After Hillary Rodham Clinton’s fiery speech to the 2016 Representative Assembly on July 5, NEA delegates declared loud and clear: We’re with her.
Delegates voted to throw our support behind Hillary in the general election and to do all we can to get out the vote on November 8.
“I want to say, right from the outset, that I’m with you,” Hillary told us as she shared her vision for public education and for an America in which every student, regardless of ZIP code, has the opportunity for a great education. “And if I’m fortunate enough to be elected president, educators will have a partner in the White House – and you’ll always have a seat at the table.”
As educators, we need to talk about why we’re proud to be with Hillary. Let’s talk about what’s at stake in this election. And let’s talk about the values we hold as professionals who have the best interests of students – from kindergarten through college – at heart. That’s how we find common ground.
We believe that all students deserve the support, time, and tools to learn. We believe that a good education inspires students’ natural curiosity and a lifelong desire to learn. We believe that all students should be surrounded by caring, committed, and qualified teachers and education support professionals.
With our values as the starting point, we can discuss the issues one by one and explain why we are not simply voting against “Divisive Donald,” but for Hillary Clinton.
As far as the issues go, the differences between the two are stark.
On education, Hillary Clinton will:
- support the Every Student Succeeds Act and push for more investments in universal pre-K and other early learning programs that set students off to a good start.
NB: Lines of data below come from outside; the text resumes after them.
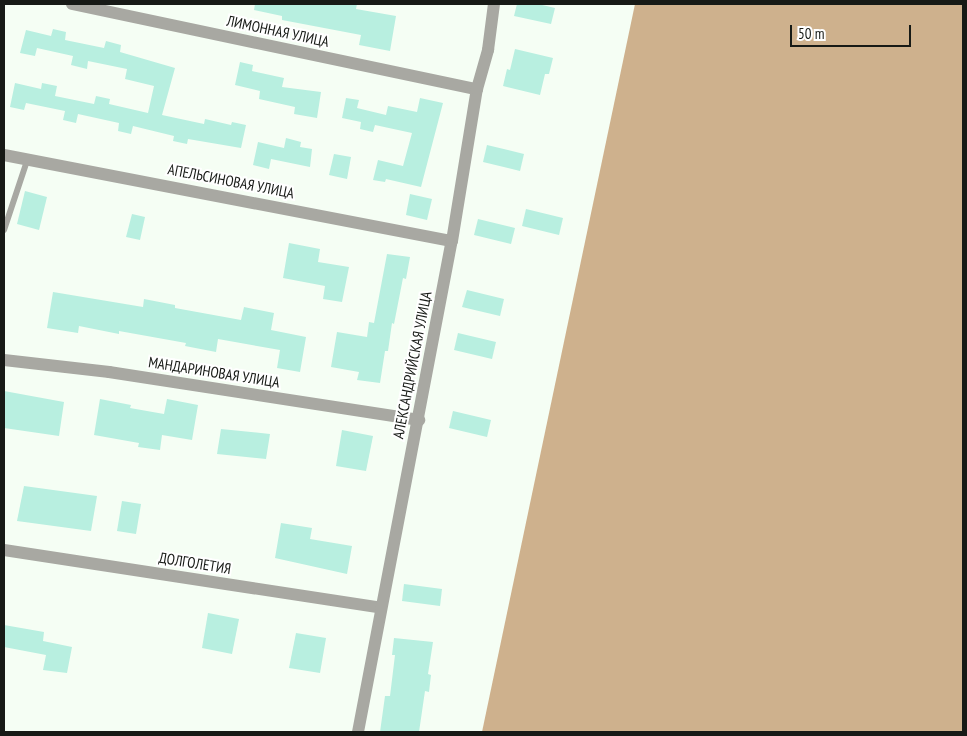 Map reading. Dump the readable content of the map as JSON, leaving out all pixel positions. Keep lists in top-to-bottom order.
{
  "streets": {
    "street": [
      "ЛИМОННАЯ УЛИЦА",
      "АПЕЛЬСИНОВАЯ УЛИЦА",
      "АЛЕКСАНДРИЙСКАЯ УЛИЦА",
      "МАНДАРИНОВАЯ УЛИЦА",
      "ДОЛГОЛЕТИЯ"
    ]
  },
  "crossings": [
    ["ЛИМОННАЯ УЛИЦА", "АЛЕКСАНДРИЙСКАЯ УЛИЦА"],
    ["АПЕЛЬСИНОВАЯ УЛИЦА", "АЛЕКСАНДРИЙСКАЯ УЛИЦА"],
    ["АЛЕКСАНДРИЙСКАЯ УЛИЦА", "МАНДАРИНОВАЯ УЛИЦА"],
    ["АЛЕКСАНДРИЙСКАЯ УЛИЦА", "ДОЛГОЛЕТИЯ"]
  ],
  "scale_bar": "50 m"
} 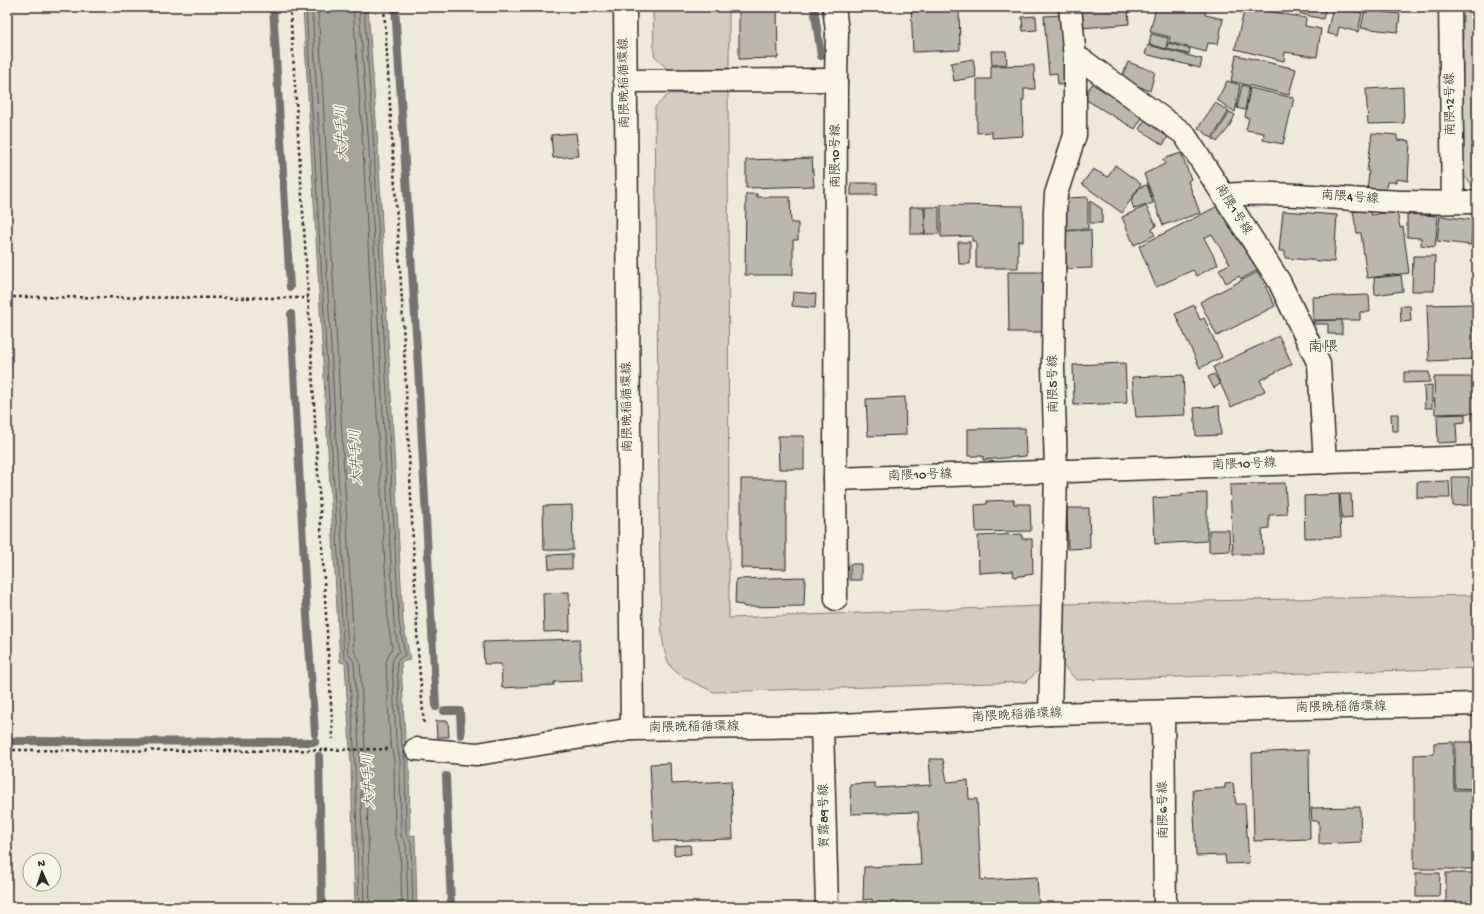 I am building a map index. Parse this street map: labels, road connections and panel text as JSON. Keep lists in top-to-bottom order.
{
  "streets": {
    "street": [
      "南隈晩稲循環線",
      "南隈12号線",
      "南隈10号線",
      "南隈4号線",
      "南隈1号線",
      "南隈5号線",
      "南隈6号線",
      "賀露89号線"
    ]
  },
  "crossings": [
    ["南隈晩稲循環線", "南隈5号線"],
    ["南隈晩稲循環線", "南隈6号線"],
    ["南隈晩稲循環線", "賀露89号線"],
    ["南隈12号線", "南隈4号線"],
    ["南隈10号線", "南隈1号線"],
    ["南隈10号線", "南隈5号線"],
    ["南隈4号線", "南隈1号線"],
    ["南隈1号線", "南隈5号線"]
  ],
  "districts": ["南隈"],
  "water": ["大井手川"],
  "north": "top"
}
- find the right balance on standardized testing, understanding that no bubble test can measure a student’s curiosity and desire to learn, and that too much testing takes time away from teaching and learning.
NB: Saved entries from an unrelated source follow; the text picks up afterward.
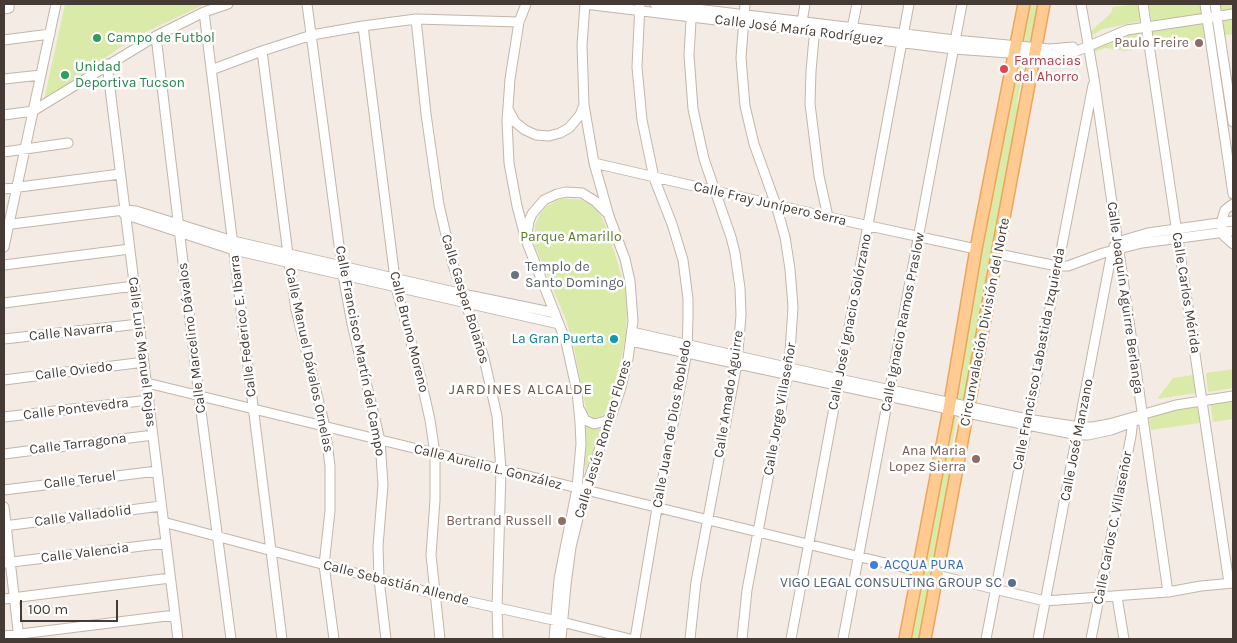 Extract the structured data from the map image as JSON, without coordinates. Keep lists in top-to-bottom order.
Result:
{
  "streets": {
    "main road": ["Circunvalación División del Norte"],
    "street": [
      "Calle José María Rodríguez",
      "Calle Fray Junípero Serra",
      "Calle Carlos Mérida",
      "Calle Joaquín Aguirre Berlanga",
      "Calle Gaspar Bolaños",
      "Calle José Ignacio Solórzano",
      "Calle Ignacio Ramos Praslow",
      "Calle Federico E. Ibarra",
      "Calle Navarra",
      "Calle Bruno Moreno",
      "Calle Marcelino Dávalos",
      "Calle Francisco Martín del Campo",
      "Calle Luis Manuel Rojas",
      "Calle Francisco Labastida Izquierda",
      "Calle Manuel Dávalos Ornelas",
      "Calle Oviedo",
      "Calle Amado Aguirre",
      "Calle Pontevedra",
      "Calle Jorge Villaseñor",
      "Calle Juan de Dios Robledo",
      "Calle Jesús Romero Flores",
      "Calle José Manzano",
      "Calle Tarragona",
      "Calle Aurelio L. González",
      "Calle Teruel",
      "Calle Valladolid",
      "Calle Carlos C. Villaseñor",
      "Calle Valencia",
      "Calle Sebastián Allende"
    ]
  },
  "crossings": [
    ["Calle José María Rodríguez", "Calle Carlos Mérida"],
    ["Calle José María Rodríguez", "Calle Joaquín Aguirre Berlanga"],
    ["Calle José María Rodríguez", "Calle José Ignacio Solórzano"],
    ["Calle José María Rodríguez", "Calle Ignacio Ramos Praslow"],
    ["Calle José María Rodríguez", "Circunvalación División del Norte"],
    ["Calle José María Rodríguez", "Calle Amado Aguirre"],
    ["Calle José María Rodríguez", "Calle Jorge Villaseñor"],
    ["Calle José María Rodríguez", "Calle Juan de Dios Robledo"],
    ["Calle José María Rodríguez", "Calle Jesús Romero Flores"],
    ["Calle Fray Junípero Serra", "Calle José Ignacio Solórzano"],
    ["Calle Fray Junípero Serra", "Calle Ignacio Ramos Praslow"],
    ["Calle Fray Junípero Serra", "Circunvalación División del Norte"],
    ["Calle Fray Junípero Serra", "Calle Amado Aguirre"],
    ["Calle Fray Junípero Serra", "Calle Jorge Villaseñor"],
    ["Calle Fray Junípero Serra", "Calle Juan de Dios Robledo"],
    ["Calle Fray Junípero Serra", "Calle Jesús Romero Flores"],
    ["Calle Joaquín Aguirre Berlanga", "Calle Francisco Labastida Izquierda"],
    ["Calle Joaquín Aguirre Berlanga", "Calle José Manzano"],
    ["Calle Joaquín Aguirre Berlanga", "Calle Carlos C. Villaseñor"],
    ["Calle Gaspar Bolaños", "Calle Aurelio L. González"],
    ["Calle Gaspar Bolaños", "Calle Sebastián Allende"],
    ["Calle José Ignacio Solórzano", "Calle Aurelio L. González"],
    ["Calle Ignacio Ramos Praslow", "Calle Aurelio L. González"],
    ["Circunvalación División del Norte", "Calle Aurelio L. González"],
    ["Calle Federico E. Ibarra", "Calle Aurelio L. González"],
    ["Calle Federico E. Ibarra", "Calle Sebastián Allende"],
    ["Calle Navarra", "Calle Luis Manuel Rojas"],
    ["Calle Bruno Moreno", "Calle Aurelio L. González"],
    ["Calle Bruno Moreno", "Calle Sebastián Allende"],
    ["Calle Marcelino Dávalos", "Calle Aurelio L. González"],
    ["Calle Marcelino Dávalos", "Calle Sebastián Allende"],
    ["Calle Francisco Martín del Campo", "Calle Aurelio L. González"],
    ["Calle Francisco Martín del Campo", "Calle Sebastián Allende"],
    ["Calle Luis Manuel Rojas", "Calle Oviedo"],
    ["Calle Luis Manuel Rojas", "Calle Pontevedra"],
    ["Calle Luis Manuel Rojas", "Calle Tarragona"],
    ["Calle Luis Manuel Rojas", "Calle Aurelio L. González"],
    ["Calle Luis Manuel Rojas", "Calle Teruel"],
    ["Calle Luis Manuel Rojas", "Calle Valladolid"],
    ["Calle Luis Manuel Rojas", "Calle Valencia"],
    ["Calle Luis Manuel Rojas", "Calle Sebastián Allende"],
    ["Calle Manuel Dávalos Ornelas", "Calle Aurelio L. González"],
    ["Calle Manuel Dávalos Ornelas", "Calle Sebastián Allende"],
    ["Calle Amado Aguirre", "Calle Aurelio L. González"],
    ["Calle Jorge Villaseñor", "Calle Aurelio L. González"],
    ["Calle Juan de Dios Robledo", "Calle Aurelio L. González"],
    ["Calle Jesús Romero Flores", "Calle Aurelio L. González"]
  ],
  "districts": ["JARDINES ALCALDE"],
  "parks": ["Parque Amarillo"],
  "places": [
    "Campo de Futbol",
    "Paulo Freire",
    "Farmacias del Ahorro",
    "Unidad Deportiva Tucson",
    "Templo de Santo Domingo",
    "La Gran Puerta",
    "Ana Maria Lopez Sierra",
    "Bertrand Russell",
    "ACQUA PURA",
    "VIGO LEGAL CONSULTING GROUP SC"
  ],
  "scale_bar": "100 m"
}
- listen to us as the professionals who know students, schools, and campuses best.
- make investing in child care a national priority, understanding the burdens working families face.
- take on student debt so that borrowers never have to pay more than 10 percent of what they make, and forgive any remaining debt for those who go into public service, including teaching.
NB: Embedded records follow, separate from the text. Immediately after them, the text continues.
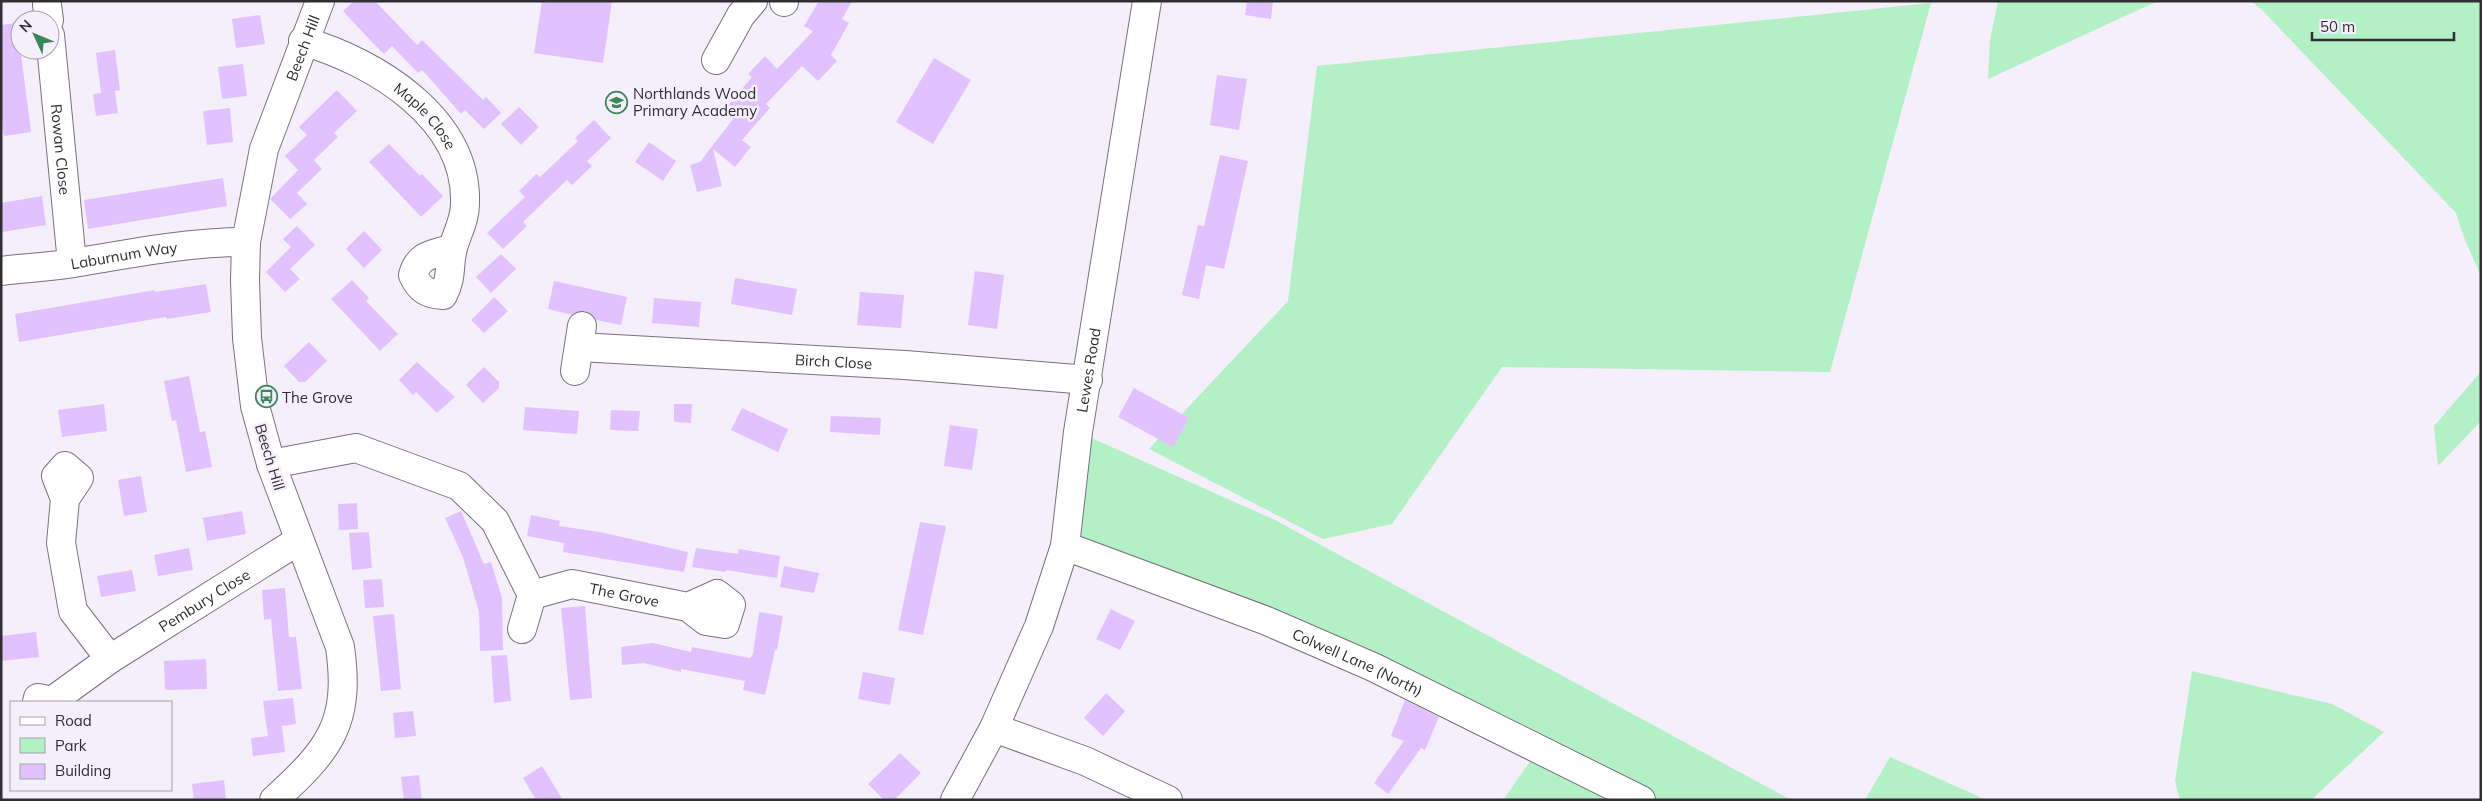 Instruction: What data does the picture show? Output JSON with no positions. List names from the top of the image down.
{
  "streets": {
    "main road": [
      "Beech Hill",
      "Maple Close",
      "Rowan Close",
      "Laburnum Way",
      "Birch Close",
      "Lewes Road",
      "The Grove",
      "Pembury Close",
      "Colwell Lane (North)"
    ]
  },
  "crossings": [
    ["Beech Hill", "Maple Close"],
    ["Beech Hill", "Laburnum Way"],
    ["Beech Hill", "Pembury Close"],
    ["Rowan Close", "Laburnum Way"],
    ["Birch Close", "Lewes Road"],
    ["Lewes Road", "Colwell Lane (North)"]
  ],
  "places": {
    "school or university": ["Northlands Wood Primary Academy"],
    "bus stop": ["The Grove"]
  },
  "legend": ["Road", "Park", "Building"],
  "scale_bar": "50 m",
  "north": "top left"
}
- Pay support staff better, because it’s “an outrage” that food service staff, bus drivers, paraprofessional and education support professionals struggle.
- support HBCUs, HSIs, and MSIs, and create a fund for institutions that serve a high percentage of students who receive federal financial aid.
- has not released a plan for education, although he’s made troubling pronouncements, offering support for vouchers and corporate education reform.
- wants to sharply diminish the U.S. Department of Education’s role, making it harder to ensure that all students have the opportunity to succeed.
- would restrict college access by reducing funding options, including federal loans and grants, for students.
- would funnel student-loan borrowers to higher-cost private loans and away from less expensive federally backed loans.
- would force colleges and universities to make steeper cuts than they already have.
On immigration, Hillary Clinton will:
- defend President Obama’s executive actions (DACA and DAPA) that provide relief from deportation for DREAMers, parents of Americans, and lawful residents.
- conduct humane, targeted immigration enforcement that focuses on ensuring that refugees seeking asylum have a fair chance.
Donald Trump would:
- force Mexico to pay for construction of a wall between our two nations.
- triple the number of Immigration and Customs Enforcement officers.
- deny health care to illegal immigrants.
On health care, Hillary Clinton will:
- defend the Affordable Care Act and work to expand, not restrict, affordable coverage.
- lower out-of-pocket drug costs such as copays and deductibles.
- reduce prescription drug costs.
Donald Trump would:
- repeal the Affordable Care Act.
- block Medicaid grants to states because he finds federal overhead unnecessary.
- push for a ban on women’s right to choose.
This isn’t about lambasting Trump, although his bigotry, sexism, egocentrism, and intellectual dishonesty provide ample material that he is temperamentally unfit for office. As Hillary said this morning, we wouldn’t tolerate his behavior in our classrooms. Why would we tolerate in the president of the United States?
But focusing on him is shortsighted, and it would only compel people to hold on more tightly to Donald – a man who is concerned only with his bottom line, not with what’s best for working families and students. Instead, we must share our enthusiasm for and excitement about Hillary, someone who has dedicated her entire life to public service and is committed to doing what’s right for children, public education, and working families.
Ultimately, we know America would be better and stronger with Hillary as our 45th president. Our mission is to stay focused on that goal and on what we value as educators.
What we do this election matters. Consider this: NEA members cast one out of every 58 votes in the 2012 presidential election. Member households made up over 3 percent of the vote that year, and NEA members live in every state and Congressional district. Our influence is vast and our reach is broad!
I know you’ve heard this in past election years, but this year is shaping up to be one of the most critical in our lifetimes. No matter who you supported in the primaries, now is the time for us to come together. Our choice to stand with Hillary will ensure that for our students and their families, the doors of opportunity are not shut tight –but opened wide.